1. The problem statement, all variables and given/known data
Evaluate $$\displaystyle \int_C y^2dx + x^2dy$$ for the path C: the boundary of the region lying between the graphs of $$\displaystyle y=x$$ and $$\displaystyle y=\frac{x^2}{4}$$.

2. Relevant equations
The catch is that you can't use Green's Theorem.

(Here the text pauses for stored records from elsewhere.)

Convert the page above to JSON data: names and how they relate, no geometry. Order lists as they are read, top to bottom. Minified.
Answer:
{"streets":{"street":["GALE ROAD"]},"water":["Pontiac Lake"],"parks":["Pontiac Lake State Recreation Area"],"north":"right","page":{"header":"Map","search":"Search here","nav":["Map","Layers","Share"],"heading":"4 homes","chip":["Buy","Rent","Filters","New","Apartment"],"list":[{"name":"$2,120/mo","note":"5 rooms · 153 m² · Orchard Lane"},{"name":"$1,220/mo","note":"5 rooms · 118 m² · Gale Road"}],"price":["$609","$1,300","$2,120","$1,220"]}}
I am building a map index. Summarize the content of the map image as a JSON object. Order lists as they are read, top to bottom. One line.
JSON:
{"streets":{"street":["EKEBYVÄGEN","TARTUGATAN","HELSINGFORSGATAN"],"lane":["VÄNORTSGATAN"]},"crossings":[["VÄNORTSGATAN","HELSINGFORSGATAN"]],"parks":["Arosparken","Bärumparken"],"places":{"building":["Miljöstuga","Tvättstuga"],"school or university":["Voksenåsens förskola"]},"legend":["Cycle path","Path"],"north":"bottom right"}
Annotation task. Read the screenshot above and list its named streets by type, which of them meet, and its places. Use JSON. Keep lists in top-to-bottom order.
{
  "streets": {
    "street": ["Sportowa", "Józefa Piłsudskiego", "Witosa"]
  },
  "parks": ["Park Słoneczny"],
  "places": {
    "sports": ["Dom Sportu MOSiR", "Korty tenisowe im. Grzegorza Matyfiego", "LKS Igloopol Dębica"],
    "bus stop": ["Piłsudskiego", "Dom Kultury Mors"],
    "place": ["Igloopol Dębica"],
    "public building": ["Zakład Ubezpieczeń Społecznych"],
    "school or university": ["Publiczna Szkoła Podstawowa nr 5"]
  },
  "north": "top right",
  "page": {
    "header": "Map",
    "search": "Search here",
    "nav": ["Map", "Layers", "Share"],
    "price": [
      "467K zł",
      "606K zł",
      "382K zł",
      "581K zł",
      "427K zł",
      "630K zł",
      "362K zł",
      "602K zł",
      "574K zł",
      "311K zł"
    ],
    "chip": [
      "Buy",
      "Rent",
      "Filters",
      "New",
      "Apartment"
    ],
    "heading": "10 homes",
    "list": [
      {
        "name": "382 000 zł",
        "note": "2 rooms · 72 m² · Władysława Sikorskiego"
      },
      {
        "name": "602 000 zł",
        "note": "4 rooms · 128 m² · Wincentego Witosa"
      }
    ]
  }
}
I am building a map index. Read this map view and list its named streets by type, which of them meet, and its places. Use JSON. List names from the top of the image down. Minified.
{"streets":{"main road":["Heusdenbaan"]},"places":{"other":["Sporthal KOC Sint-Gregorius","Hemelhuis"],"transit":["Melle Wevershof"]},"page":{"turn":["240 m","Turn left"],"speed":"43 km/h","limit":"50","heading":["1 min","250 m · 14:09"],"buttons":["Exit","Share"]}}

3. The attempt at a solution
I think you can break C into two other curves, $$C_1:r(t)=t\textbf{i}+t\textbf{j}$$ for $$0 \leq t \leq 4$$ and $$C_2:r(t)=(8-t)\textbf{i}+\frac{(8-t)^2}{4}\textbf{j}$$ for $$4 \leq t \leq 8$$.

I believe my error is somewhere below:

$$2\int_{C_1}t^2dt+\frac{-1}{2} \int_{C_2}(8-t)^3((8-t)+1)dt \Rightarrow 2\int_0^4t^2dt+\frac{-1}{2} \int_4^8(8-t)^3((8-t)+1)dt$$

I get that expression equal to $$\frac{-1376}{15}$$, which I know is incorrect, as I used Green's Theorem, and got $$\frac{32}{15}$$ which also coincides with the answer key I have.

2. Jan 10, 2009

### Dick

Shouldn't your second integrand be something like (8-t)^4/16+(8-t)^3/2? With only a (-1) coefficient outside?

Last edited: Jan 10, 2009
3. Jan 10, 2009

### dtl42

Yes, that's what I had, but I factored it just a little bit in the above expression.

4. Jan 10, 2009

### Dick

Then you factored it wrong. The integral of 2*t^2 from 0 to 4 minus the integral of (8-t)^4/16+(8-t)^3/2 from 4 to 8 is -32/15.

5. Jan 10, 2009

### dtl42

I realized my mistake, I had been thinking that I needed to get positive 32/15, but it all depends on the direction of the curve, which in my case was clockwise, and is usually taken to be counterclockwise. Is that correct?

6. Jan 10, 2009

### Dick

Yes, but how did you get -1376/15?

7. Jan 10, 2009

### dtl42

I forgot a factor of 1/8 that should be in the second expression when I factored, thanks for the help!

8. Jan 10, 2009

### Dick

I thought it was something like that. You set up the problem just fine. Very welcome.